When DNNs become more human: DNNs vs Transfer Learning vs. Continual Learning

As new approaches to deep neural networks (DNNs) and deep learning continue to emerge, it’s important to understand the differences between them. Not all DNNs are created equal, and small tweaks in their architecture sometimes have profound implications in their applicability to real-world scenarios.

(original article on Inside BIGDATA)

For practical purposes, the choice of different ‘shades’ of Neural Networks – from traditional DNNs, to Transfer Learning, to new more brain-like approaches like Continual Learning – can make the difference between a failed experiment and a realized deployment, especially in real-world scenarios closer to the ones where humans operate.

How Today’s DNN Work

Neural network algorithms are the backbone of AI. They derive their power from the ability to learn from data, as opposed to being preprogrammed to perform any given function. Neural networks also use a learning formalism called Backpropagation. Introduced in the late 70s and widely re-discovered and adopted in the recent years, Backpropagation is able to match and sometimes even surpass human-level performance in an ever-increasing list of tasks, from playing chess to detecting an intruder in a security camera.

Unfortunately, this super-performance comes at some heavy price. Backpropagation networks are very sensitive to new information and are susceptible to catastrophic interference. When something new is learned, it wipes out old information. To mitigate this problem, researchers made the training process a lot slower and froze learning after the target performance was reached, to avoid compromising older information learned when new information is added. And, to retrain a DNN, one needs to have all data stored to add new one.

So, today’s DNN are slow to train, static after training (because updating them is glacially slow) and sometimes impractical in real applications.

How about Transfer Learning?

Today, Transfer Learning is a pretty popular approach where a previously developed DNN is ‘recycled’ as the starting point from which DNN learns a second task. Essentially, with Transfer Learning nothing really changes with respect to the traditional DNN methodology, except that you can train on a bit less data.

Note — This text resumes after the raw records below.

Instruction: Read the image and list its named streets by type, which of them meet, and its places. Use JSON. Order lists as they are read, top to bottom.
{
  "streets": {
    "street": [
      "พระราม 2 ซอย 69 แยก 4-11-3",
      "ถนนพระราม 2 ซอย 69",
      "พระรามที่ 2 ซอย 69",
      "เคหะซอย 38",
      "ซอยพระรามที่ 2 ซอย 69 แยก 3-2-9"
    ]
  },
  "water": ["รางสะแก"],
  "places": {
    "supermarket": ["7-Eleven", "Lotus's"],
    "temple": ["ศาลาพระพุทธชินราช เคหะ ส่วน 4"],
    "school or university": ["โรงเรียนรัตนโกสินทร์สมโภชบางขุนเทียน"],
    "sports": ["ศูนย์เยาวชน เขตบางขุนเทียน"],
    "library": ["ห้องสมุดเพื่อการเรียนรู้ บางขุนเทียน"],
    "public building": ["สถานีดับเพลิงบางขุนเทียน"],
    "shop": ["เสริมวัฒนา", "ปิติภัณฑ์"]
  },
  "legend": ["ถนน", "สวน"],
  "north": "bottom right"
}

For example, take a DNN model that was trained on Imagenet which can recognize 1000 object classes (cars, dogs, cats, etc.). If you want to train a new model to identify the difference between a specific breed of dogs, Transfer Learning would try to learn these breeds by initializing a new network with the weights from the bigger 1000 class network which already knows a bit about what dogs look like. And while it may make the training of the new network faster and more reliable, there is a catch: the newer network can now only recognize these two specific breeds of dogs. Instead of recognizing the 1,000 objects it previously learned, it will now only be able to identify only two.

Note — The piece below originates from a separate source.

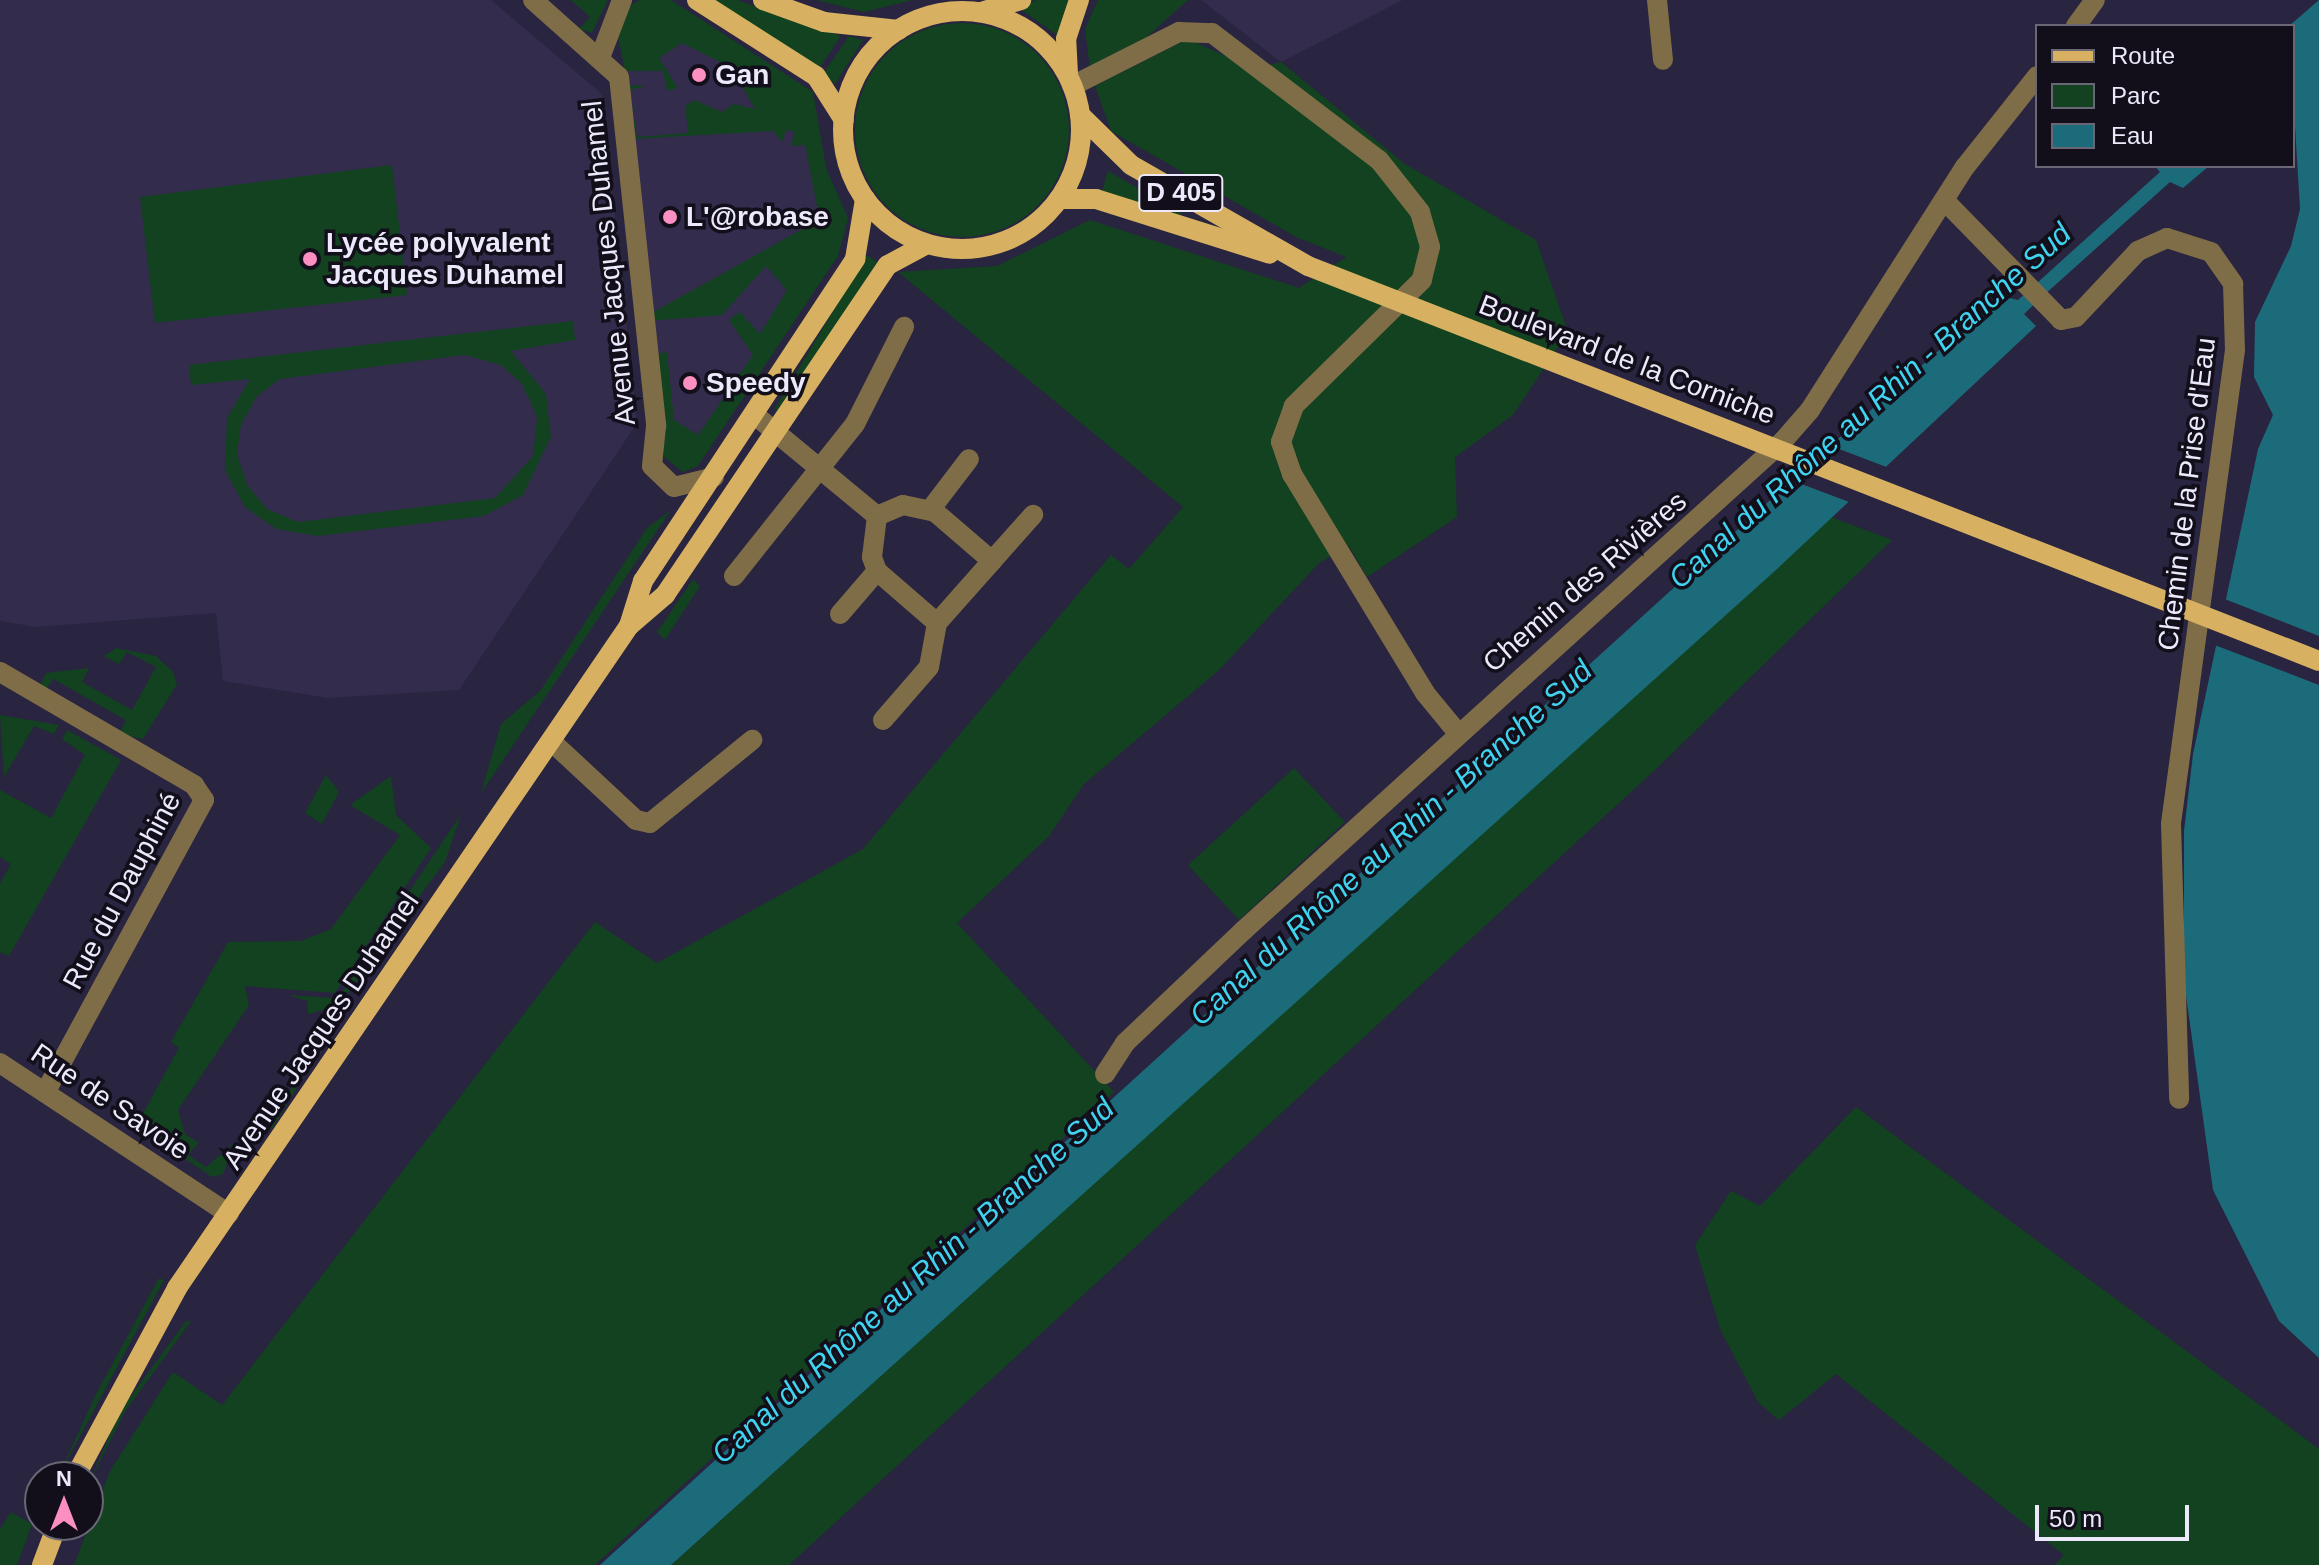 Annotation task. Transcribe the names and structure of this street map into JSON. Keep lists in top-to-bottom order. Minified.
{"streets":{"main road":["D 405","Avenue Jacques Duhamel","Boulevard de la Corniche"],"street":["Chemin de la Prise d'Eau","Chemin des Rivières","Rue du Dauphiné","Rue de Savoie"]},"crossings":[["Avenue Jacques Duhamel","Boulevard de la Corniche"],["Avenue Jacques Duhamel","Rue de Savoie"],["Chemin de la Prise d'Eau","Chemin des Rivières"],["Rue du Dauphiné","Rue de Savoie"]],"water":["Canal du Rhône au Rhin - Branche Sud"],"places":["Gan","L'@robase","Lycée polyvalent Jacques Duhamel","Speedy"],"legend":["Route","Parc","Eau"],"scale_bar":"50 m","north":"top"}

So, even though this training would be faster than your training sessions initialized from scratch, it could still take anywhere from hours to days, depending on the size of the dataset, and it will know much less.

Then, How about Continual Learning?

There is another category of DNNs that are gaining traction, belonging to the camp called Continual (or Lifelong) learning. An implementation of which, called Lifelong-DNN (L-DNN), inspired by brain neurophysiology, is able to add new information on the fly. Unlike DNNs and Transfer Learning, it uses a completely different methodology where iterative processes typical of Backpropagation are mathematically approximated by instantaneous ones, in an architecture that introduces new processes, layers, and dynamics with respect to traditional DNNs.

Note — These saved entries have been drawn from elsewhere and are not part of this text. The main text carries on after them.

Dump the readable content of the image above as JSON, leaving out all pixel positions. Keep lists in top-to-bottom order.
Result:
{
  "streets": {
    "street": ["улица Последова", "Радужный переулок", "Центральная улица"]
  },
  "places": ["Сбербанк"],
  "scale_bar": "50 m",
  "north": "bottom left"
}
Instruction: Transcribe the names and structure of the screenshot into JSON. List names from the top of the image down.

When it comes to training, you only train once on every piece of data you encounter. This translates into massive gains in training speed, where, on the same hardware, L-DNN can train between 10K to 50K faster than a traditional DNN.

So Which Way is the Best Way?

In terms of training data algorithms, there are several approaches to choose from, and no, they are not all the same. If you have infinite compute power, data, and time, then using a DNN makes sense. If you do not, L-DNN can be the only way to cope with certain use cases where data is scarce, computation must be fast and local, and the model needs frequent updates.

As AI continues to be integrated into every facet of our lives, in tough real-world scenarios, we’ll see novel approaches to neural networks such as L-DNN emerge that will more closely approximate the continual learning and flexibility of humans. After all, AI is built in our image!